Set B comprises a single dataset of alternative data only; see the lower part of Table 1. This dataset is
independent of those in Set A in the sense that it does not intersect (case wise) with any of the datasets
from Set A. In addition, the overall default rate in three the datasets from Set A is much higher than that
in Set B.
Table 1: Structure of the datasets received
Demographic Psychometric Alternative data
Set A number of variables 12 350 53
number of cases 1826 1826 33091
Set B number of variables NA NA 237
number of cases NA NA 16358
4. Analysis of Set A
4.1 Data preparation
5
We first excluded cases for which the target variable was missing, separately for each dataset in Set A.
Also, variables with negligible variance were filtered out, and underpopulated levels of categorical
variables were merged into their closest level. The resulting datasets were used to estimate predictive
models for the target variable. Descriptive statistics relating to the dataset A are given in the Appendix.
6
Two approaches were considered: in the first we estimated models using the observed data, whereas in
the second approach we imputed values for missing data. Outputs from both approaches can be
compared.
4.2 Analysis based on observed data
One possibility was to merge the three datasets based on the id field and then explore models on the
combined dataset, excluding all cases involving missing records. However, an early investigation
suggested that ensemble type models tend to perform better for these data. This is consistent with the
literature (Lessmann et al 2015). Thus, a two stage procedure was adopted.

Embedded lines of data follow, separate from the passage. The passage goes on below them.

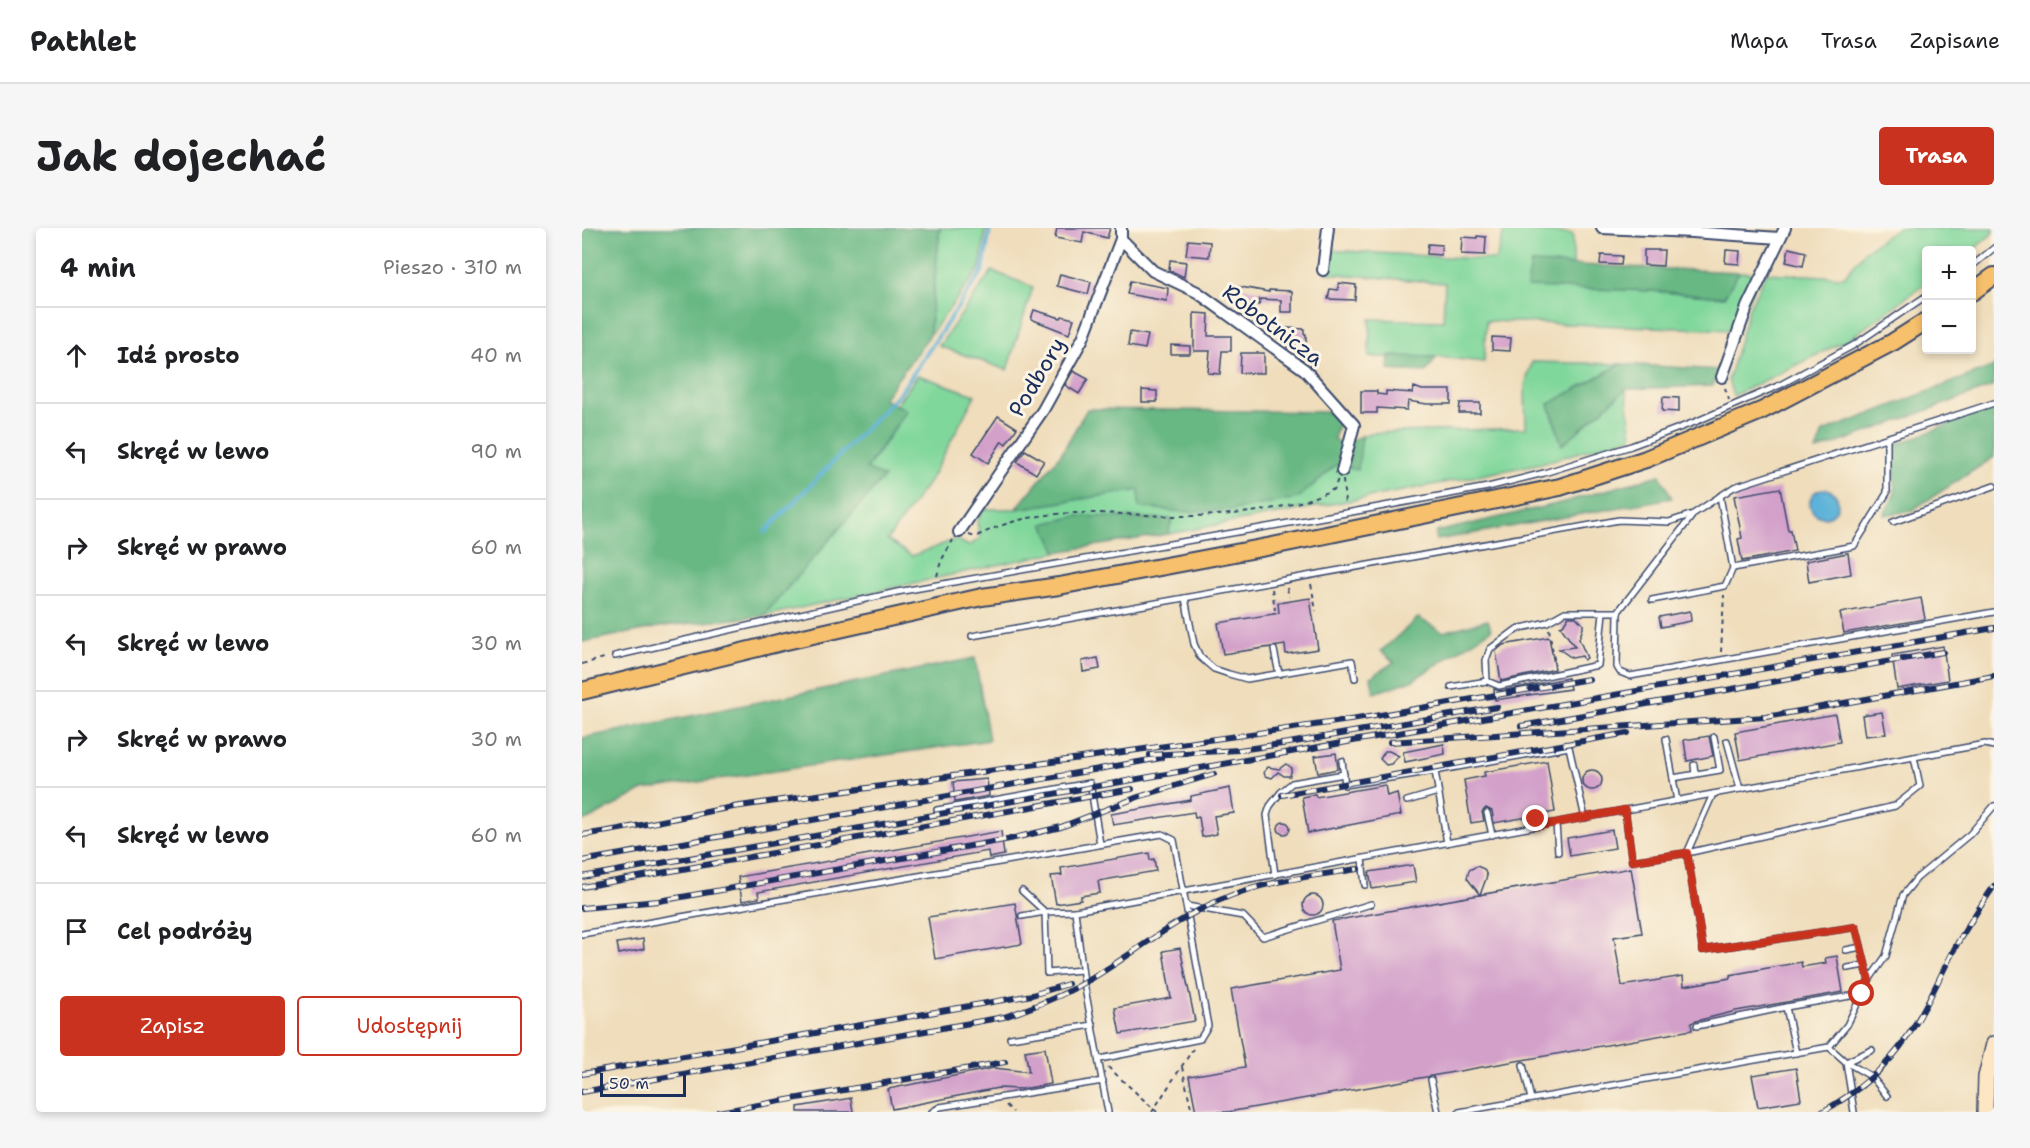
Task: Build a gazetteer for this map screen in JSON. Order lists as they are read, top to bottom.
{
  "streets": {
    "street": ["Robotnicza", "Podbory"]
  },
  "crossings": [
    ["Robotnicza", "Podbory"]
  ],
  "scale_bar": "50 m",
  "page": {
    "header": "Pathlet",
    "nav": ["Mapa", "Trasa", "Zapisane"],
    "buttons": [
      "Trasa",
      ["Zapisz", "Udostępnij"]
    ],
    "title": "Jak dojechać",
    "heading": ["4 min", "Pieszo · 310 m"],
    "map_buttons": ["+", "−"],
    "list": [
      ["Idź prosto", "40 m"],
      ["Skręć w lewo", "90 m"],
      ["Skręć w prawo", "60 m"],
      ["Skręć w lewo", "30 m"],
      ["Skręć w prawo", "30 m"],
      ["Skręć w lewo", "60 m"],
      "Cel podróży"
    ],
    "scale": "50 m"
  }
}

At the first stage, each dataset was considered separately and split randomly into a training (75%) and
test (25%) set. Various model structures were then considered and models estimated using the training
set. A variable was retained when it improved the overall model quality (as measure by the p-value or
the Akaike Information Criterion). Logistic regression models built on appropriate subsets of variables
and interactions were consistently among the best performing models in terms of simplicity and
predictive power. Thus, at the end of this first stage, three logistic regression models were retained, one
for each dataset. The estimated parameters in each model are shown in Tables 2, 3 and 4.

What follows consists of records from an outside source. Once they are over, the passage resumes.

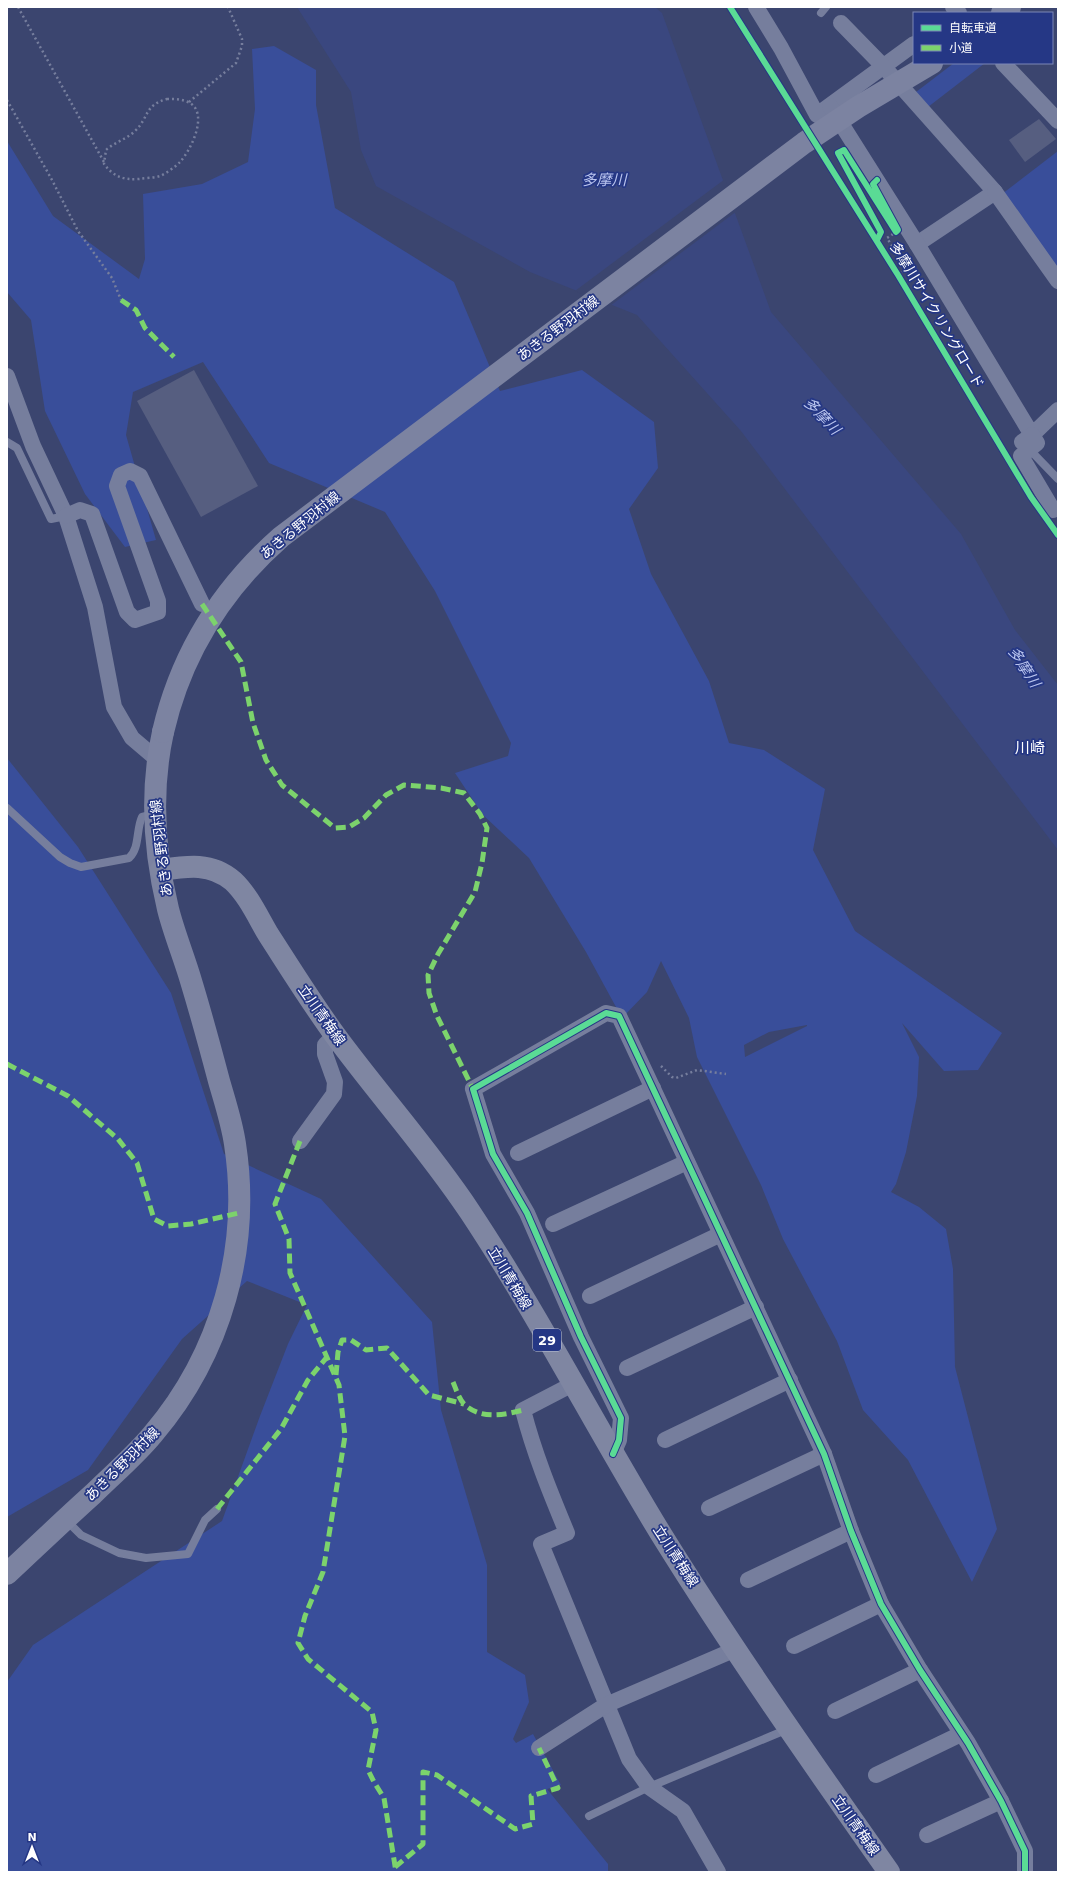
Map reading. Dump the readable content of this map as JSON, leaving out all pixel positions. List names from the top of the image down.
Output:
{
  "streets": {
    "main road": ["あきる野羽村線", "立川青梅線", "29"],
    "cycle path": ["多摩川サイクリングロード"]
  },
  "crossings": [
    ["あきる野羽村線", "立川青梅線"]
  ],
  "districts": ["川崎"],
  "water": ["多摩川"],
  "legend": ["自転車道", "小道"],
  "north": "top"
}
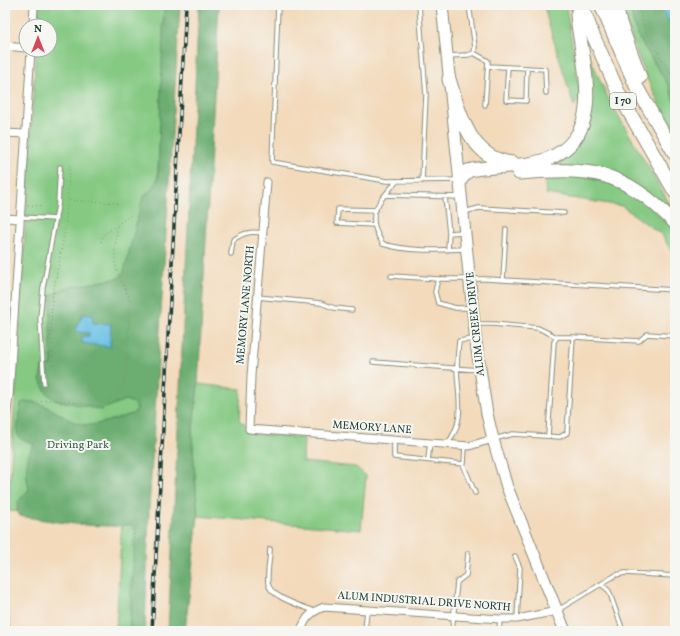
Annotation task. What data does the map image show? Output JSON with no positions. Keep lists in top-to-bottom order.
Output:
{
  "streets": {
    "highway": ["I 70"],
    "main road": ["ALUM CREEK DRIVE"],
    "street": ["MEMORY LANE NORTH", "MEMORY LANE", "ALUM INDUSTRIAL DRIVE NORTH"]
  },
  "crossings": [
    ["MEMORY LANE NORTH", "MEMORY LANE"],
    ["ALUM CREEK DRIVE", "MEMORY LANE"],
    ["ALUM CREEK DRIVE", "ALUM INDUSTRIAL DRIVE NORTH"]
  ],
  "parks": ["Driving Park"],
  "north": "top"
}
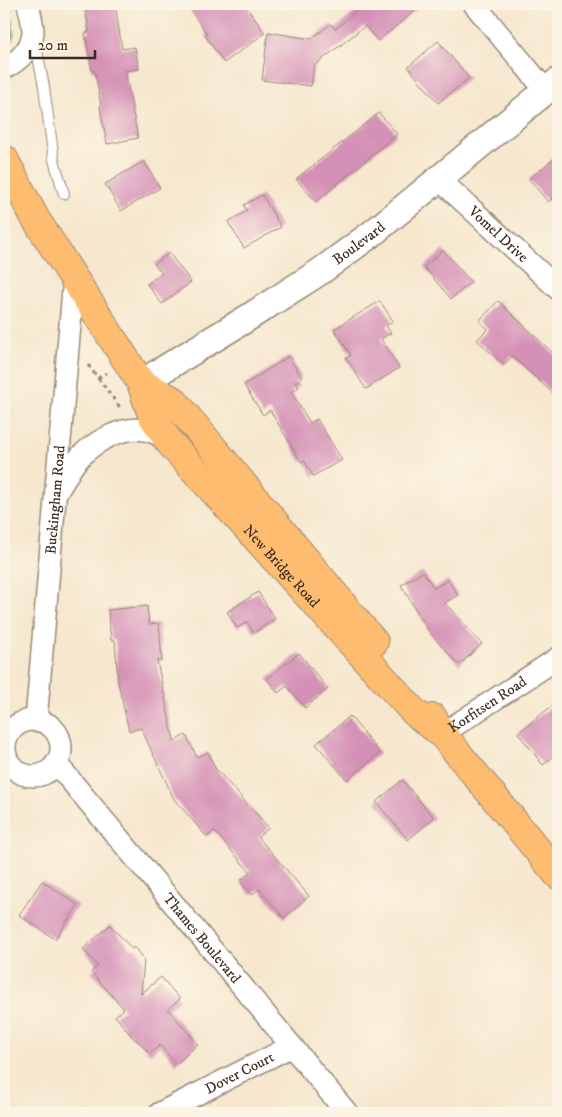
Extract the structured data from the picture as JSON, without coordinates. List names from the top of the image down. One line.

All of the values of the covariates are positive or zero so the marginal effects have the same sign as the
coefficients of the variables in the logit, which are the values shown in Tables 2, 3 and 4. We comment
first on the demographic variables. The only significant variables are having two dependents which
reduces the probability of default, the number of hours worked per week which is associated with an
increase in PD and gender with males having a lower PD. Apart from number of dependants these are
not commonly used predictors in published papers. This partly for legislative reasons, for example
lenders in western countries do not collect data on gender due to sex discrimination legislation. In the
literature the number of dependents is correlated with the probability of default (Banasik & Crook
2007). The literature also suggests that older borrowers have a lower chance of default (for example,
Djeundje and Crook 2019) but in this data age is not significant.
Now we consider the psychometric predictors. The two variables that record the applicant’s preferences
over funds immediately or in 3 months or in 6 month’s time indicate the inter-temporal preferences of
the applicant. There are at least three effects at work here. Receiving funds further into the future is less
desirable because of their reduced purchasing power compared to today due to inflation. Second future
receipts involve greater risk the funds may not be forthcoming. Thirdly the applicant might simply
prefer funds now rather than in the future because he wishes to gain the utility from their use now rather
than later. Our results suggest that the PD is greater for applicants who prefer funding now rather than
in 3 months but not for those who prefer the funds now rather than in 6 month’s time. There appears to
be a non-linear relationship between the number of potential referees an applicant gives and PD. If he
gives 3 the PD is lower but if he gives 5 it is higher. Perhaps with 5 the more risky applicant is trying
to give the impression that he will be thought of as a good risk if he cites a large number of referees.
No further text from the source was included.